» **YOUR OBJECTIVE**:
Please return every line below that contains the string "lane".

» **RECORDS FOR THE EXERCISE**:
##############################
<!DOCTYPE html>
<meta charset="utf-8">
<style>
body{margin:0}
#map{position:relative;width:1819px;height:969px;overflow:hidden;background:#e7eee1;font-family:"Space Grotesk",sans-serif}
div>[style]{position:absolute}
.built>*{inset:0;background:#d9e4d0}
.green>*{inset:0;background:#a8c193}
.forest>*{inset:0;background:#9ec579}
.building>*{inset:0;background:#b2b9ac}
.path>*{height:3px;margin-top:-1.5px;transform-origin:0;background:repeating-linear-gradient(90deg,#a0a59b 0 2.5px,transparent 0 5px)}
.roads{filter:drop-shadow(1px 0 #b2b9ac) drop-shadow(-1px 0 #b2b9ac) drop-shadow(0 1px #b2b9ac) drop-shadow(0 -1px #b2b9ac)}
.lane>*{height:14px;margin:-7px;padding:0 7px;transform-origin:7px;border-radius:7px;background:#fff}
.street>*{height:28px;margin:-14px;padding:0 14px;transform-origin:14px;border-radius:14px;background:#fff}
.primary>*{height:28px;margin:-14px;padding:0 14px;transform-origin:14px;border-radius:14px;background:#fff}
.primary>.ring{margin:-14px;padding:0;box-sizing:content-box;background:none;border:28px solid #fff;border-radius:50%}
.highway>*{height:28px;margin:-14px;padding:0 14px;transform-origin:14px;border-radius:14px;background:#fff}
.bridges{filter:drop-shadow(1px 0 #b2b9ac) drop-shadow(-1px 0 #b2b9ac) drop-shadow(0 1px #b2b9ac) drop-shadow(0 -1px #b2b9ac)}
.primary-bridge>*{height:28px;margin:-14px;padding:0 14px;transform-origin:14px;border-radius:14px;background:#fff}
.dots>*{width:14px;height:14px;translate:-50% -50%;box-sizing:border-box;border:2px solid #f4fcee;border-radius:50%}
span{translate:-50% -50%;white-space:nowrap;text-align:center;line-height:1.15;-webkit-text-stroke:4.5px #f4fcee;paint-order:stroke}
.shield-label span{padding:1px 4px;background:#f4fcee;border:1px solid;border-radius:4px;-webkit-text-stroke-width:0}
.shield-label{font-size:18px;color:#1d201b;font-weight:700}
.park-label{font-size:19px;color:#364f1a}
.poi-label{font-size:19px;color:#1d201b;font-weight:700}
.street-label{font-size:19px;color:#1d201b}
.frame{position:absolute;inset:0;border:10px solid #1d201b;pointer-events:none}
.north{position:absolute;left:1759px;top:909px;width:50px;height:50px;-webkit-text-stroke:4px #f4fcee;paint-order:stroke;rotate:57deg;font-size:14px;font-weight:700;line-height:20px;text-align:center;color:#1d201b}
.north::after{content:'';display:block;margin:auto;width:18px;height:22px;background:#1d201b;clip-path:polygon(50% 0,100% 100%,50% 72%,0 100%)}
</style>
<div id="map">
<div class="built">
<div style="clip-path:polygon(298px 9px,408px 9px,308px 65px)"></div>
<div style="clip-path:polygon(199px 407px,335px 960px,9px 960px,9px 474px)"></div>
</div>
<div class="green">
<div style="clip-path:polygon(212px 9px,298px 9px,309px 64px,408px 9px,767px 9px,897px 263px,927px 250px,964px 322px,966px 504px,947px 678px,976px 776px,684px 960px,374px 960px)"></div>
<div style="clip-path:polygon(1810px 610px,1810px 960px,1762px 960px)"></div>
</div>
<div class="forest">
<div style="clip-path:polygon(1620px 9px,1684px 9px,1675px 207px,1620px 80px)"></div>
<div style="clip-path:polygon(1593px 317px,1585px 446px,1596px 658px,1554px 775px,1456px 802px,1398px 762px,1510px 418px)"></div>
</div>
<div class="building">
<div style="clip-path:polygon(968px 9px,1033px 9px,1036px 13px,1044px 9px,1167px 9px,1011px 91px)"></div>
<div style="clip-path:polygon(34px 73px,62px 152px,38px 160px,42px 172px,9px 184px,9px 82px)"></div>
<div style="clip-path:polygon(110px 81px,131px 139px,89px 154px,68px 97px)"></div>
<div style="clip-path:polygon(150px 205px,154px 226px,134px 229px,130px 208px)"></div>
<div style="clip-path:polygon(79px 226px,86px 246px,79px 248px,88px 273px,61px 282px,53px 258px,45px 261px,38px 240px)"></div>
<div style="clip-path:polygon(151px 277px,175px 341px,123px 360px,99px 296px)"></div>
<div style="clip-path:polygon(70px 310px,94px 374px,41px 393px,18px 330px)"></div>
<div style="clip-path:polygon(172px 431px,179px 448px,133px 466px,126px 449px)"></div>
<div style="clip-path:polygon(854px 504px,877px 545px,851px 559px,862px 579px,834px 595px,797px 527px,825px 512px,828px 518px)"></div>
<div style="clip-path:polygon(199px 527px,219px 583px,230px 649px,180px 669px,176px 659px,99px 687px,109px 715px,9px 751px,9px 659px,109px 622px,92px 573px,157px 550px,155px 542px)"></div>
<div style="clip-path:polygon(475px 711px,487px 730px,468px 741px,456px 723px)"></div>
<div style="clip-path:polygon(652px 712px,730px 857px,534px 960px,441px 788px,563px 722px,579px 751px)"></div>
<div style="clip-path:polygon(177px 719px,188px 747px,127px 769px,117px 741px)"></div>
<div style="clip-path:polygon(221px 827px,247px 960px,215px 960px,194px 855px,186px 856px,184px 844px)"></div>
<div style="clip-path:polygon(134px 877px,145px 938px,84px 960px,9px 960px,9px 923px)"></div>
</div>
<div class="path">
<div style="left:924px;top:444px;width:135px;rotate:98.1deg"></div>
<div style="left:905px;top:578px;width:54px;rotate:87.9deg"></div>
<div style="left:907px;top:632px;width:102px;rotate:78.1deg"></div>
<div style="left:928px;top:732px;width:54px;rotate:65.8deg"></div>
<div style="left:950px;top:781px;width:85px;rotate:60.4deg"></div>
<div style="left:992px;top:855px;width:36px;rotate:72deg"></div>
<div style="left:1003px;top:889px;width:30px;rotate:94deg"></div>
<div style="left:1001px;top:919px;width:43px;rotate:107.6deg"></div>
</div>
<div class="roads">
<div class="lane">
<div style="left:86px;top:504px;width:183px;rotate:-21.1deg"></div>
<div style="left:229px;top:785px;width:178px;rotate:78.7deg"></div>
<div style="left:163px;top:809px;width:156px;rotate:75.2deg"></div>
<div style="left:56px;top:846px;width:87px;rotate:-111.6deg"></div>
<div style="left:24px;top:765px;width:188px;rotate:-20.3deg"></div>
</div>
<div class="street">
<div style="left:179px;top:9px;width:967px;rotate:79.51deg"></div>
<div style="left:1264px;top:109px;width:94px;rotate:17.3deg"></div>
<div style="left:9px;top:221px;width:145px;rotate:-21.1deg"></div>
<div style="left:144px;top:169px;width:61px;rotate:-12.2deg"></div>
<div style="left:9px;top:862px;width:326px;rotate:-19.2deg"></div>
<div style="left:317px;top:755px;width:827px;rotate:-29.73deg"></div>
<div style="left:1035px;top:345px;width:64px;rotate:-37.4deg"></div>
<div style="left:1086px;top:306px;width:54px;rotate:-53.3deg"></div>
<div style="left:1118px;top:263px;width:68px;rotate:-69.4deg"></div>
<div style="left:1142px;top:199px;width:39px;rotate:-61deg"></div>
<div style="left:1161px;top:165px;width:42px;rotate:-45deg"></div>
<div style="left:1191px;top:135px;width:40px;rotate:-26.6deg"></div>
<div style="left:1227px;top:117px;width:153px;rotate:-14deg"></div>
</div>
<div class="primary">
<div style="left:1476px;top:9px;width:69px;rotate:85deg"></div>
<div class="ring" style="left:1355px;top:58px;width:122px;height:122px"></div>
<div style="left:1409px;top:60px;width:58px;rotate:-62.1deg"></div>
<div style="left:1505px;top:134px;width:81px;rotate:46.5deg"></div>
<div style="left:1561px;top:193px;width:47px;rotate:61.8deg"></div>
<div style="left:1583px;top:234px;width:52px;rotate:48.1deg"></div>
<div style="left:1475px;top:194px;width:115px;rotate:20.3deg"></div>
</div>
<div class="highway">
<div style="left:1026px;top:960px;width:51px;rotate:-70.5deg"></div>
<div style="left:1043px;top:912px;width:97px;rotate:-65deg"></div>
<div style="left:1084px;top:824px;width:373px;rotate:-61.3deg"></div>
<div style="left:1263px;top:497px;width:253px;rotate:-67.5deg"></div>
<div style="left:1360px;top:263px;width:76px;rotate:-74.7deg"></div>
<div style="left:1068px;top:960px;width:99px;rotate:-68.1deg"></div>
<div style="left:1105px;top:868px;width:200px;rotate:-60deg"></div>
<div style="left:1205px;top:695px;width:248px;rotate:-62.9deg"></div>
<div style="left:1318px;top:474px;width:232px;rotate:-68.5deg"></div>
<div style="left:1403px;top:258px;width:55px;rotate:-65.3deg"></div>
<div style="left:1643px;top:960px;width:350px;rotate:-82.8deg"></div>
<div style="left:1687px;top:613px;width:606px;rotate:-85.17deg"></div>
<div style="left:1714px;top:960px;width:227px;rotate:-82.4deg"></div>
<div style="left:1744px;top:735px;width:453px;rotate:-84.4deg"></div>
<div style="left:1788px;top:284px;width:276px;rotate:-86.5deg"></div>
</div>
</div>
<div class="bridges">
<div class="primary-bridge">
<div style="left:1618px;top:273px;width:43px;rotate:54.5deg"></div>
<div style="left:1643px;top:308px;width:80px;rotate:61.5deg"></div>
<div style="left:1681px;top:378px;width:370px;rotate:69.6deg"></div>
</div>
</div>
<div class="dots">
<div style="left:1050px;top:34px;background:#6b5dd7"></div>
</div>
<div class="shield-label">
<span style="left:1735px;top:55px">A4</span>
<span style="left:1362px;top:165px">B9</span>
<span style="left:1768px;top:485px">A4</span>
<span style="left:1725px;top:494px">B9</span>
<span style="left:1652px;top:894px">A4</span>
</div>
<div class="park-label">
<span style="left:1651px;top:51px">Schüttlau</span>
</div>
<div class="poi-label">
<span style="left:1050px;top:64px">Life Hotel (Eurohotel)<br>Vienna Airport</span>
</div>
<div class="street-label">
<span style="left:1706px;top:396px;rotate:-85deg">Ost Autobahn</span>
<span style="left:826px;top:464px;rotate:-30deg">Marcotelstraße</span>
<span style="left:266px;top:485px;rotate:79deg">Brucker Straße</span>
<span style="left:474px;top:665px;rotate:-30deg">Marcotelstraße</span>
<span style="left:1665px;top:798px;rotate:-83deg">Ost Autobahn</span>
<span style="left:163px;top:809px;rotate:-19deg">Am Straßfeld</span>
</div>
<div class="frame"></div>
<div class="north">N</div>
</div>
##############################
» **SOLUTION**:
.lane>*{height:14px;margin:-7px;padding:0 7px;transform-origin:7px;border-radius:7px;background:#fff}
<div class="lane">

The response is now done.